• **PROBLEM**
Sift the material for lines containing "north", and return them.
DATASET CONTENT section start
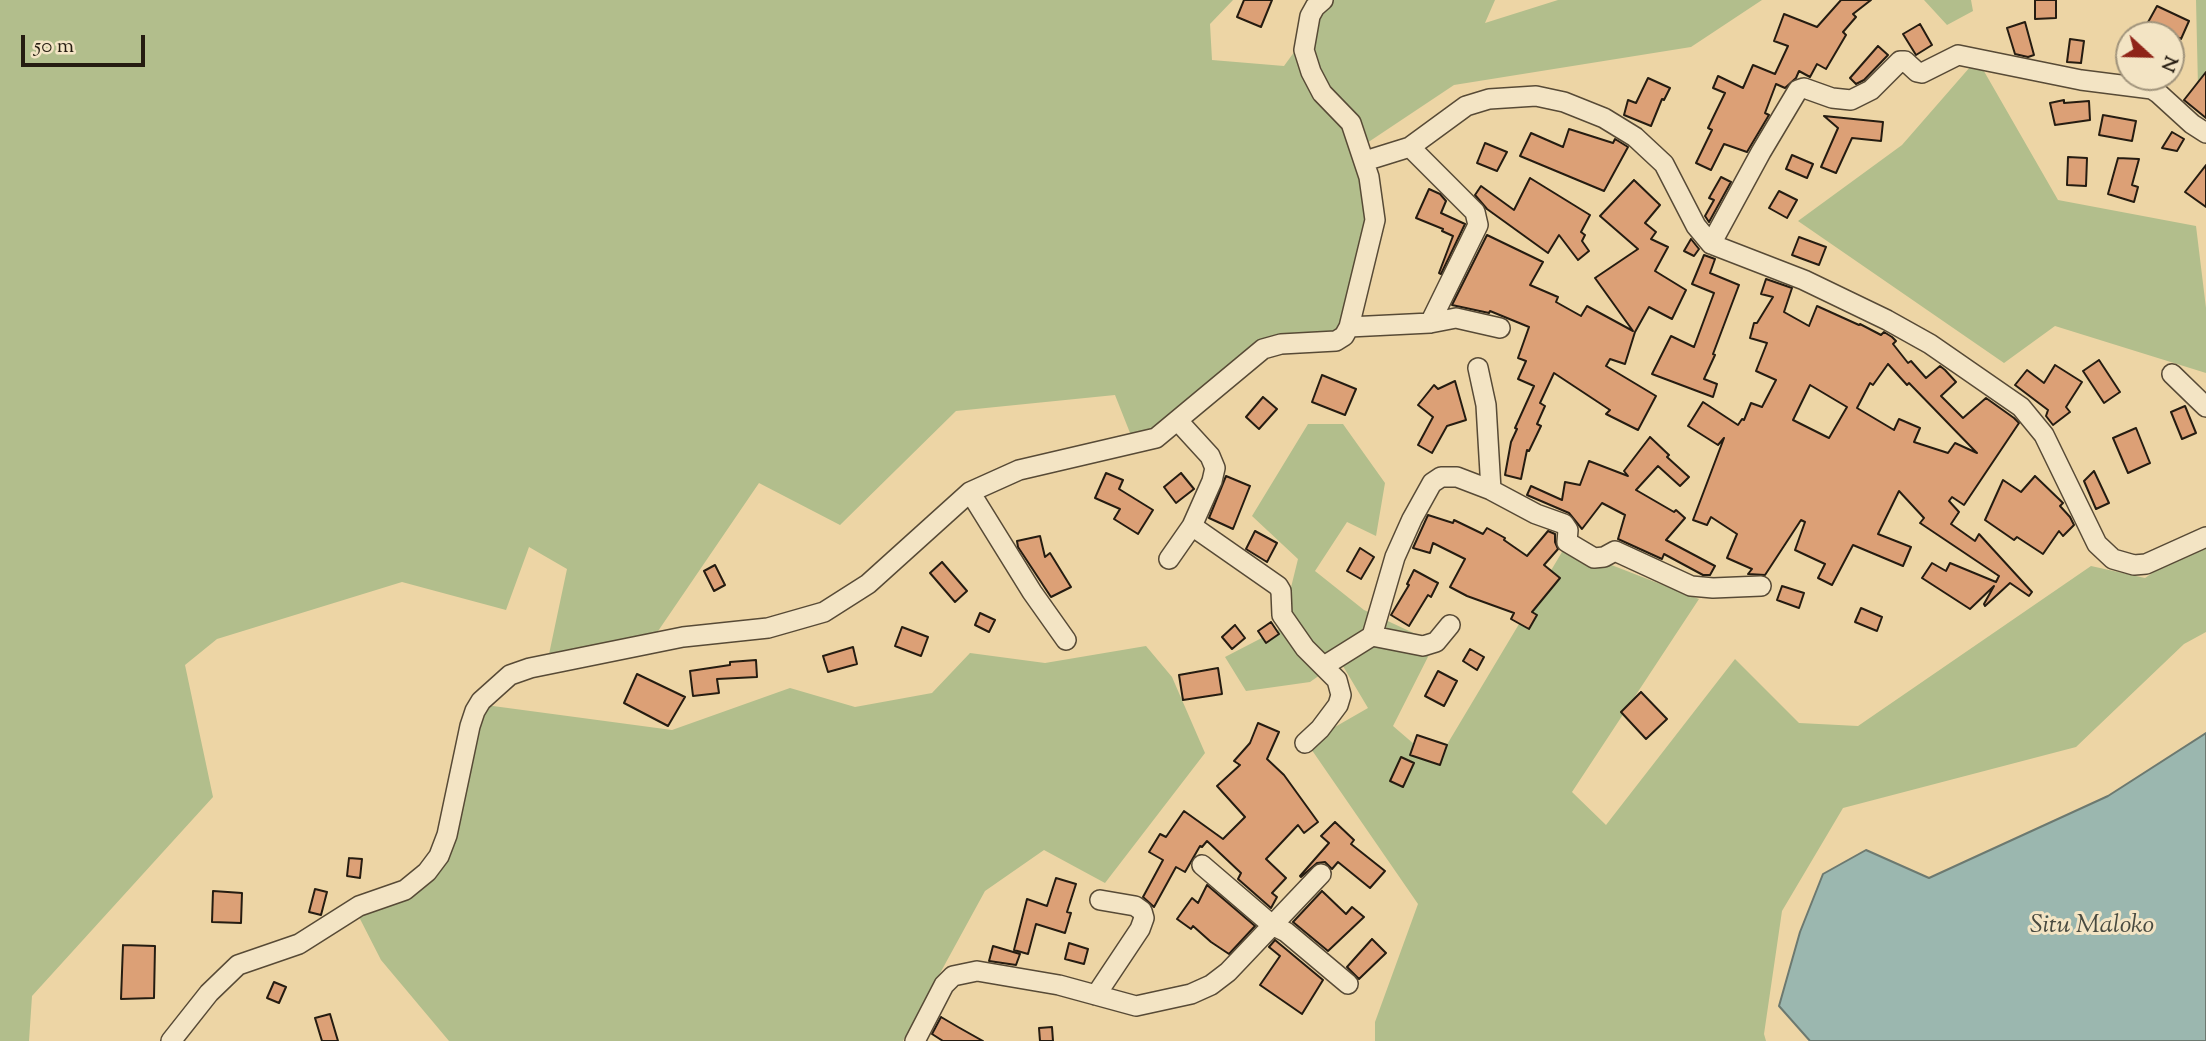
<!DOCTYPE html>
<style>
body{margin:0}
#map{position:relative;width:2206px;height:1041px;overflow:hidden;background:#edd5a5;font-family:"Sorts Mill Goudy",serif}
canvas{display:block}
.north{position:absolute;left:2115px;top:21px;width:70px;height:70px;box-sizing:border-box;background:#f3e4c4;border:2px solid #a1947c;border-radius:50%;rotate:112deg;font-size:19px;font-weight:700;line-height:28px;text-align:center;color:#251c11}
.north::after{content:'';display:block;margin:auto;width:24px;height:32px;background:#8f2418;clip-path:polygon(50% 0,100% 100%,50% 72%,0 100%)}
.scale{position:absolute;left:21px;top:35px;width:124px;height:32px;box-sizing:border-box;border:4px solid #251c11;border-top:0;padding-left:9px;font-size:21px;line-height:24px;white-space:nowrap;color:#251c11;-webkit-text-stroke:5px #f3e4c4;paint-order:stroke}
</style>
<div id="map">
<canvas width="2206" height="1041"></canvas>
<div class="north">N</div>
<div class="scale">50 m</div>
</div>
<script>
const ctx = document.querySelector('canvas').getContext('2d');
ctx.lineJoin = 'round';
function fill(path, color) {
  ctx.fillStyle = color;
  ctx.fill(path, 'evenodd');
}
function toPath(rows) {
  const path = new Path2D();
  for (const r of rows) {
    path.moveTo(r[0], r[1]);
    for (let i = 2; i < r.length; i += 2) path.lineTo(r[i], r[i + 1]);
  }
  return path;
}
function strokePath(path, color, width, dash) {
  ctx.strokeStyle = color;
  ctx.lineWidth = width;
  ctx.lineCap = dash ? 'butt' : 'round';
  ctx.setLineDash(dash || []);
  ctx.stroke(path);
}
function drawText(font, color, halo, rows, align = 'center') {
  ctx.font = font + ' "Sorts Mill Goudy",serif';
  ctx.lineWidth = 6;
  ctx.setLineDash([]);
  ctx.textBaseline = 'middle';
  ctx.strokeStyle = halo;
  ctx.fillStyle = color;
  for (const [text, x, y, turn = 0] of rows) {
    ctx.save();
    ctx.translate(x, y);
    ctx.rotate((+turn || 0) * Math.PI / 180);
    ctx.textAlign = isNaN(turn) ? turn : align;
    if (halo) ctx.strokeText(text, 0, 0);
    ctx.fillText(text, 0, 0);
    ctx.restore();
  }
}
const green = toPath([
 [0,0,1233,0,1210,24,1212,60,1284,66,1332,0,1495,0,1485,23,1558,0,1762,0,1691,47,1454,85,1367,143,1378,216,1340,332,1289,339,1134,443,1115,395,956,411,840,525,759,483,654,637,548,659,567,569,529,547,506,610,402,582,217,639,185,665,213,797,32,996,29,1041,0,1041],
 [1924,0,1971,0,1973,11,1947,25],
 [2196,0,2206,0,2206,90,2198,87],
 [1977,59,2058,200,2196,226,2206,308,2206,373,2055,326,2004,363,1798,221,1902,145],
 [1308,424,1343,424,1385,483,1376,536,1347,522,1315,571,1364,610,1435,643,1393,726,1436,763,1565,547,1699,599,1572,792,1606,825,1735,659,1799,723,1858,726,2091,566,2145,578,2206,537,2206,632,2184,644,2076,747,1843,808,1782,911,1764,1034,1766,1041,1375,1041,1375,1022,1418,904,1307,743,1368,708,1340,661,1310,682,1246,691,1225,657,1281,628,1298,559,1252,516],
 [1146,646,1172,677,1205,753,1105,883,1044,850,985,891,903,1041,449,1041,381,960,358,915,421,872,451,829,478,704,672,730,790,688,855,707,932,693,970,653,1045,663]
]);
const water = toPath([
 [2206,733,2206,1041,1810,1041,1779,1006,1800,932,1823,874,1866,850,1929,878,2108,796,2206,733]
]);
const building = toPath([
 [1244,0,1272,0,1261,27,1237,17,1244,0],
 [1841,0,1871,0,1853,14,1856,17,1843,32,1846,35,1826,69,1817,64,1810,77,1799,71,1796,78,1785,88,1776,84,1765,113,1769,115,1747,152,1724,144,1711,170,1696,163,1712,130,1708,128,1725,93,1713,88,1718,76,1743,88,1753,65,1775,74,1788,46,1774,41,1784,14,1817,27,1841,0],
 [2035,0,2056,0,2056,18,2035,19,2035,0],
 [2157,6,2189,21,2181,39,2172,35,2141,35,2157,6],
 [2025,22,2034,55,2028,57,2015,54,2007,28,2025,22],
 [1920,24,1932,45,1916,55,1903,34,1920,24],
 [2070,39,2084,41,2081,63,2067,62,2070,39],
 [1878,46,1888,55,1864,80,1856,84,1850,78,1878,46],
 [2206,72,2206,118,2184,100,2206,72],
 [1648,78,1670,88,1664,100,1662,99,1651,126,1624,115,1628,100,1636,103,1648,78],
 [2064,100,2064,103,2089,101,2090,120,2055,125,2050,103,2064,100],
 [2103,115,2136,121,2132,141,2099,135,2103,115],
 [1824,116,1883,122,1881,141,1852,138,1836,173,1821,167,1838,128,1824,116],
 [1569,129,1613,143,1615,139,1628,147,1604,191,1520,156,1531,133,1563,147,1569,129],
 [2172,132,2184,139,2177,151,2162,148,2172,132],
 [1485,143,1507,152,1497,171,1477,163,1485,143],
 [1792,155,1813,164,1807,178,1786,169,1792,155],
 [2068,157,2087,158,2086,186,2067,185,2068,157],
 [2118,158,2139,159,2132,185,2138,187,2134,202,2108,194,2118,158],
 [2206,165,2206,207,2185,192,2206,165],
 [1721,177,1731,182,1709,222,1705,216,1714,200,1709,198,1721,177],
 [1530,178,1590,215,1581,232,1585,235,1582,241,1589,251,1578,260,1559,235,1548,253,1487,209,1475,195,1481,186,1514,210,1530,178],
 [1634,180,1660,205,1645,223,1656,232,1651,239,1668,247,1655,271,1686,290,1672,319,1649,307,1635,332,1625,364,1610,359,1606,366,1656,396,1638,430,1606,414,1610,410,1554,373,1540,403,1545,406,1537,424,1541,426,1529,451,1527,450,1521,479,1505,475,1511,442,1517,429,1515,428,1534,386,1518,379,1526,361,1518,358,1529,327,1490,311,1489,313,1452,305,1487,235,1543,262,1530,285,1558,297,1556,302,1581,316,1587,306,1633,331,1595,278,1638,249,1600,216,1634,180],
 [1429,189,1440,194,1446,201,1441,213,1465,224,1441,274,1439,273,1453,236,1442,231,1443,229,1416,218,1429,189],
 [1779,191,1797,200,1787,218,1769,208,1779,191],
 [1799,237,1826,247,1819,265,1792,255,1799,237],
 [1691,239,1699,249,1694,256,1684,251,1691,239],
 [1704,255,1715,259,1710,273,1739,285,1713,354,1715,355,1704,379,1717,384,1713,397,1652,374,1671,336,1694,347,1714,293,1692,284,1704,255],
 [1766,279,1792,288,1784,312,1809,326,1817,306,1859,325,1860,324,1881,335,1884,332,1892,337,1896,341,1893,344,1908,363,1911,361,1926,378,1940,366,1945,370,1956,382,1941,396,1963,418,1986,398,2014,418,2019,423,1964,505,1952,497,1949,501,1959,512,1951,524,1975,541,1979,534,2032,592,2029,596,2010,583,1985,606,1984,604,1994,586,1970,609,1922,578,1932,563,1946,571,1950,563,1996,582,1999,576,1920,523,1924,518,1899,491,1878,534,1911,547,1903,566,1853,545,1832,585,1818,578,1825,564,1795,550,1805,522,1801,520,1765,575,1748,574,1752,569,1727,558,1737,534,1711,517,1707,525,1693,520,1724,438,1718,445,1688,426,1703,402,1738,425,1742,419,1744,420,1751,403,1762,407,1776,380,1756,371,1767,343,1750,338,1754,323,1757,323,1773,297,1761,294,1766,279],
 [1888,364,1907,385,1909,383,1977,453,1955,443,1948,453,1914,442,1920,428,1899,419,1894,430,1857,408,1870,383,1873,385,1888,364],
 [1810,385,1847,407,1829,438,1793,420,1810,385],
 [2099,360,2120,392,2104,403,2083,371,2099,360],
 [2055,365,2082,382,2066,407,2070,412,2053,425,2046,416,2048,410,2015,385,2027,370,2044,383,2055,365],
 [1322,375,1356,389,1345,415,1312,402,1322,375],
 [1455,381,1466,420,1447,426,1432,453,1418,445,1433,417,1418,405,1434,385,1438,389,1455,381],
 [1263,397,1277,409,1259,429,1246,417,1263,397],
 [2185,406,2196,433,2182,439,2171,412,2185,406],
 [2136,428,2150,463,2128,473,2113,438,2136,428],
 [1650,437,1669,455,1667,457,1689,477,1680,486,1658,466,1636,490,1674,512,1676,510,1685,518,1666,540,1715,566,1710,575,1703,575,1664,554,1662,559,1618,539,1625,515,1602,503,1582,529,1569,513,1527,495,1531,486,1562,500,1565,482,1580,485,1589,461,1628,476,1624,471,1650,437],
 [2094,471,2109,503,2096,509,2084,481,2094,471],
 [1106,473,1123,480,1119,489,1153,510,1138,534,1114,519,1120,509,1095,498,1106,473],
 [1181,473,1194,489,1176,503,1164,487,1181,473],
 [1226,476,1250,486,1233,529,1209,518,1226,476],
 [2035,476,2063,503,2060,506,2070,517,2074,525,2063,536,2059,531,2043,554,2017,537,2014,540,1985,520,2003,480,2021,492,2035,476],
 [1428,515,1453,523,1454,520,1483,534,1487,528,1505,538,1504,540,1527,556,1548,531,1555,534,1555,542,1558,549,1544,565,1560,578,1532,612,1537,615,1529,629,1511,619,1514,613,1467,596,1450,587,1465,559,1433,543,1430,553,1413,548,1428,515],
 [1255,531,1277,543,1267,562,1246,549,1255,531],
 [1040,536,1045,557,1050,553,1071,587,1051,597,1018,547,1017,541,1040,536],
 [1360,548,1374,557,1361,579,1347,571,1360,548],
 [942,562,967,591,955,602,930,573,942,562],
 [715,565,725,585,714,591,704,571,715,565],
 [1414,570,1438,583,1431,597,1428,595,1409,626,1391,615,1409,585,1407,584,1414,570],
 [1782,586,1804,593,1799,608,1777,600,1782,586],
 [1861,608,1882,617,1877,631,1855,622,1861,608],
 [980,613,995,620,989,632,975,625,980,613],
 [1271,622,1279,634,1266,643,1258,631,1271,622],
 [1235,625,1245,638,1232,649,1222,637,1235,625],
 [902,627,928,637,921,656,895,646,902,627],
 [853,647,857,664,828,672,823,656,853,647],
 [1470,649,1484,657,1477,670,1463,661,1470,649],
 [756,660,757,677,717,679,719,693,693,696,690,671,730,665,730,662,756,660],
 [1218,668,1222,694,1183,700,1179,675,1218,668],
 [1438,671,1457,681,1444,706,1425,696,1438,671],
 [637,674,685,697,668,726,624,703,637,674],
 [1641,692,1667,719,1646,739,1621,712,1641,692],
 [1258,723,1279,732,1267,759,1284,775,1318,822,1304,833,1298,825,1266,859,1286,878,1272,893,1277,897,1271,908,1238,879,1241,873,1207,841,1202,847,1200,846,1185,872,1176,867,1154,907,1143,897,1163,860,1149,852,1160,834,1166,837,1184,811,1223,839,1245,817,1217,786,1240,765,1234,761,1250,743,1258,723],
 [1417,735,1447,745,1440,765,1410,755,1417,735],
 [1401,757,1414,763,1403,787,1390,781,1401,757],
 [1335,822,1354,840,1351,844,1385,871,1370,888,1338,862,1332,869,1325,862,1317,863,1301,877,1300,876,1329,843,1321,836,1335,822],
 [349,858,362,859,360,878,347,876,349,858],
 [1056,878,1076,884,1067,912,1071,913,1065,933,1036,924,1028,954,1014,950,1027,899,1047,906,1056,878],
 [1207,885,1255,926,1229,954,1211,942,1193,926,1191,929,1177,919,1192,898,1198,903,1207,885],
 [315,889,327,892,321,915,309,912,315,889],
 [213,891,242,893,241,923,212,922,213,891],
 [1322,891,1346,914,1352,907,1364,917,1328,951,1293,922,1322,891],
 [1372,939,1386,953,1359,979,1347,967,1372,939],
 [1275,940,1323,980,1302,1014,1260,985,1280,956,1269,947,1275,940],
 [1069,943,1088,949,1084,964,1065,959,1069,943],
 [123,945,155,946,154,998,121,999,123,945],
 [993,946,1020,954,1016,965,989,961,993,946],
 [274,982,286,987,279,1003,267,998,274,982],
 [330,1014,338,1041,322,1041,315,1018,330,1014],
 [941,1017,958,1027,983,1041,943,1041,932,1034,941,1017],
 [1052,1027,1053,1041,1040,1041,1039,1028,1052,1027]
]);
const street = toPath([
 [1410,147,1475,212,1478,225,1430,323],
 [1365,161,1410,147,1466,106,1489,99,1536,96,1564,102,1604,118,1635,137,1664,164,1696,226,1711,244,1804,280,1887,320,1930,344,2021,407,2044,435,2097,544,2113,559,2134,565,2146,564,2206,537],
 [1711,244,1761,152,1798,90,1804,88,1832,98,1851,100,1871,90,1900,61,1905,61,1917,72,1922,73,1958,55,2081,80,2152,89,2158,93,2192,124,2206,133],
 [1349,327,1430,323,1456,318,1500,328],
 [1478,368,1486,405,1491,490],
 [2172,374,2206,407],
 [970,492,1032,592,1066,640],
 [1192,526,1278,586,1281,591,1282,615,1305,648,1337,680,1341,695,1338,705,1320,729,1305,743],
 [1169,559,1192,526,1212,481,1215,468,1210,456,1178,421],
 [1372,636,1395,557,1412,519,1432,483,1441,477,1457,477,1491,490,1536,514,1564,524,1568,530,1567,542,1594,558,1604,557,1615,551,1691,586,1713,588,1761,586],
 [1324,666,1372,636,1423,646,1436,642,1450,625],
 [1202,865,1272,925,1286,932,1348,984],
 [1096,995,1140,929,1144,918,1142,911,1135,906,1100,900],
 [171,1041,209,993,238,965,299,944,359,906,405,890,427,872,439,856,447,835,470,726,475,711,481,701,510,675,530,668,683,637,768,628,824,612,868,584,970,492,1019,470,1156,438,1263,349,1281,344,1336,341,1344,336,1349,327,1375,220,1369,177,1351,123,1322,93,1311,72,1304,50,1310,16,1315,7,1323,0],
 [915,1041,944,985,953,976,977,971,1059,985,1136,1006,1191,994,1211,985,1228,972,1321,874]
]);
const waterNames = [
 ["Situ Maloko",2092,928]
];
fill(green, '#b2be8c');
fill(water, '#9bb7af');
strokePath(water, '#6c7970', 2);
fill(building, '#dca076');
strokePath(building, '#251c11', 2);
strokePath(street, '#574a36', 22);
strokePath(street, '#f3e4c4', 19);
drawText('italic 26px', '#484a40', '#f3e4c4', waterNames);
</script>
DATASET CONTENT section end
• **SOLUTION**
.north{position:absolute;left:2115px;top:21px;width:70px;height:70px;box-sizing:border-box;background:#f3e4c4;border:2px solid #a1947c;border-radius:50%;rotate:112deg;font-size:19px;font-weight:700;line-height:28px;text-align:center;color:#251c11}
.north::after{content:'';display:block;margin:auto;width:24px;height:32px;background:#8f2418;clip-path:polygon(50% 0,100% 100%,50% 72%,0 100%)}
<div class="north">N</div>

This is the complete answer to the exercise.